Unicode Character Names Part 1 : the Good the Bad and the Ugly

The one thing about Unicode that really seems to bug people more than anything else is that the character names are not always perfect, are sometimes misleading, and in a few cases are just plain wrong.

All Unicode characters have an official name which is used to uniquely identify them (but see Note 1 below the table). The 71,226 CJK ideographs have algorithmically derived names based on their code point (e.g. CJK UNIFIED IDEOGRAPH-4E00 for U+4E00), and the 11,172 Hangul syllables have algorithmically derived names based on their phonetic composition (e.g. HANGUL SYLLABLE GAH for U+AC1B, which is composed of the three jamo letters G, A and H). The remaining 15,257 characters have hand-crafted names, and it is perhaps not suprising that a few mistakes have crept in from time to time. These are some of the sort of problems that may be found in Unicode character names :

In addition to these sort of problems, there are also many character names that are technically "correct", but which some people still object to, for example because the name represents the pronunciation of the character in one language but is pronounced differently in their language, or because the Unicode name is based on one system of transliteration, but they prefer a different system of transliteration (character names are constrained to the letters "A" through "Z", the digits "0" through "9", space and hyphen, so often there is no choice but to resort to awkward names such as DEVANAGARI LETTER LLLA). In cases such as these the alternative pronunciation or transliteration may be annotated in the Unicode code charts.
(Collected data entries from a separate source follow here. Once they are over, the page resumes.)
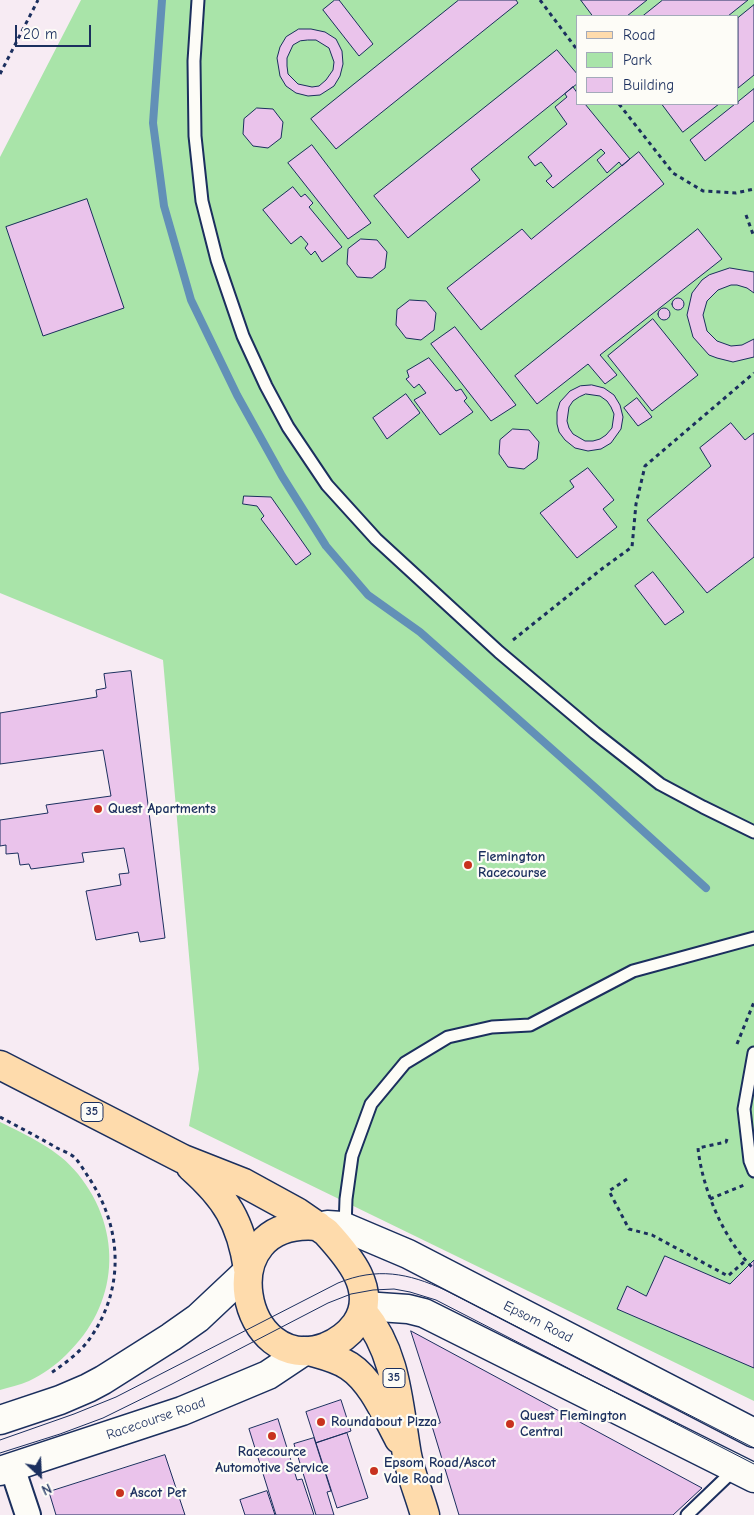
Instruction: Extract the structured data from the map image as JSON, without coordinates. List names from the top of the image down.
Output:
{
  "streets": {
    "main road": ["35", "Epsom Road", "Racecourse Road"]
  },
  "crossings": [
    ["35", "Epsom Road"],
    ["35", "Racecourse Road"],
    ["Epsom Road", "Racecourse Road"]
  ],
  "places": [
    "Quest Apartments",
    "Flemington Racecourse",
    "Roundabout Pizza",
    "Quest Flemington Central",
    "Racecource Automotive Service",
    "Epsom Road/Ascot Vale Road",
    "Ascot Pet"
  ],
  "legend": ["Road", "Park", "Building"],
  "scale_bar": "20 m",
  "north": "bottom right"
}
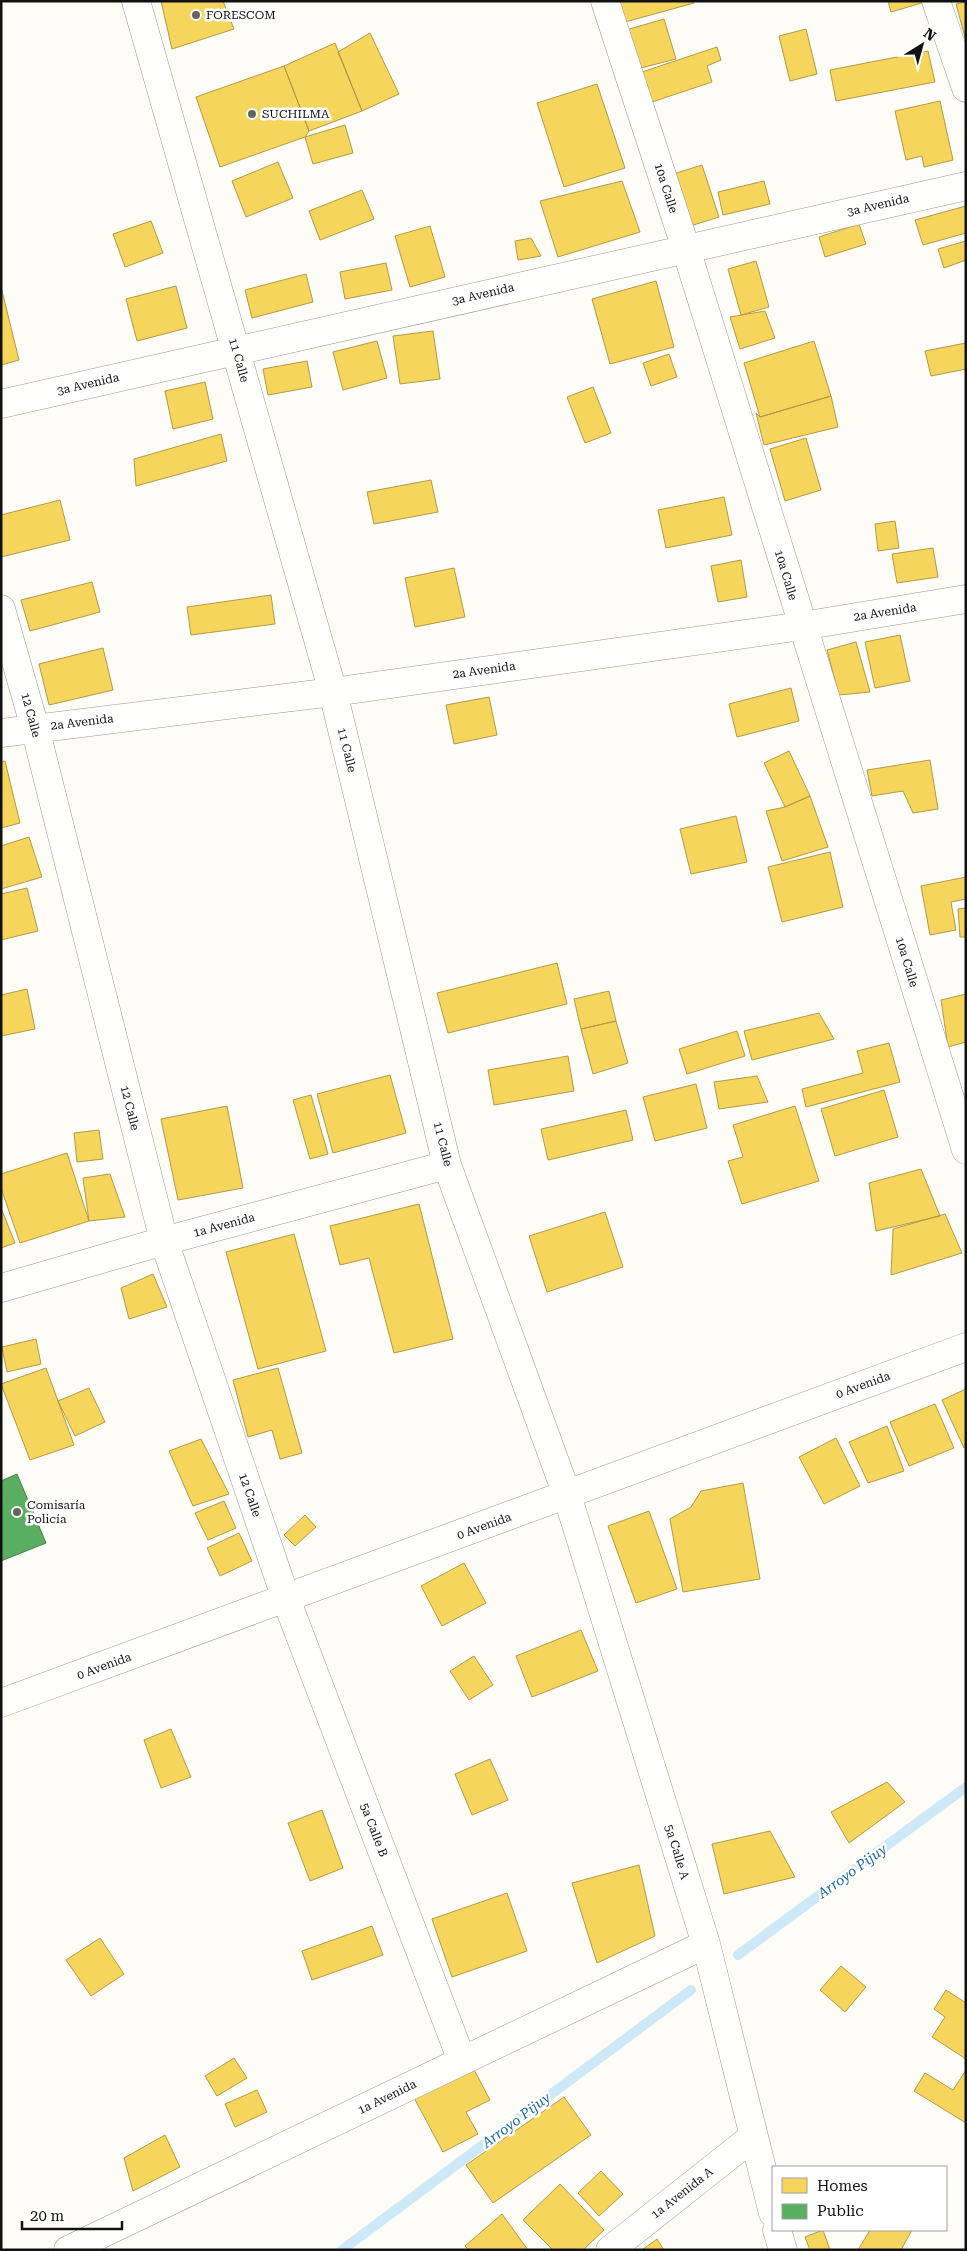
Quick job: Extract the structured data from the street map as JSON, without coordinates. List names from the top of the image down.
{
  "streets": {
    "street": [
      "10a Calle",
      "3a Avenida",
      "11 Calle",
      "2a Avenida",
      "12 Calle",
      "1a Avenida",
      "0 Avenida",
      "5a Calle B",
      "5a Calle A",
      "1a Avenida A"
    ]
  },
  "crossings": [
    ["10a Calle", "3a Avenida"],
    ["10a Calle", "2a Avenida"],
    ["3a Avenida", "11 Calle"],
    ["11 Calle", "2a Avenida"],
    ["11 Calle", "1a Avenida"],
    ["11 Calle", "0 Avenida"],
    ["11 Calle", "5a Calle A"],
    ["2a Avenida", "12 Calle"],
    ["12 Calle", "1a Avenida"],
    ["12 Calle", "0 Avenida"],
    ["12 Calle", "5a Calle B"],
    ["1a Avenida", "5a Calle B"],
    ["1a Avenida", "5a Calle A"],
    ["0 Avenida", "5a Calle B"],
    ["0 Avenida", "5a Calle A"],
    ["5a Calle A", "1a Avenida A"]
  ],
  "water": ["Arroyo Pijuy"],
  "places": ["FORESCOM", "SUCHILMA", "Comisaría Policía"],
  "legend": ["Homes", "Public"],
  "scale_bar": "20 m",
  "north": "top right"
}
One of the things that really annoys some people is that Han characters (漢字 hànzì / kanji / hanja) are named as "CJK [Unified/Compatibility] Ideographs", when technically they are not ideographs ("a character symbolizing the idea of a thing without expressing the sequence of sounds in its name" according to the SOED). Nor are they limited to Chinese, Japanese and Korean (CJK) usage, but have also been used for Vietnamese (ideographs used to write Vietnamese are called chữ nôm 字喃 / 𡦂喃 / 𡨸喃) and Zhuang (ideographs used to write Zhuang are called sawndip). Thus on two counts two-thirds of Unicode characters could be considered to be wrongly named. As Confucius put it :


名不正,則言不順;言不順,則事不成;事不成,則禮樂不興;禮樂不興,則刑罰不中;刑罰不中,則民無所措手足。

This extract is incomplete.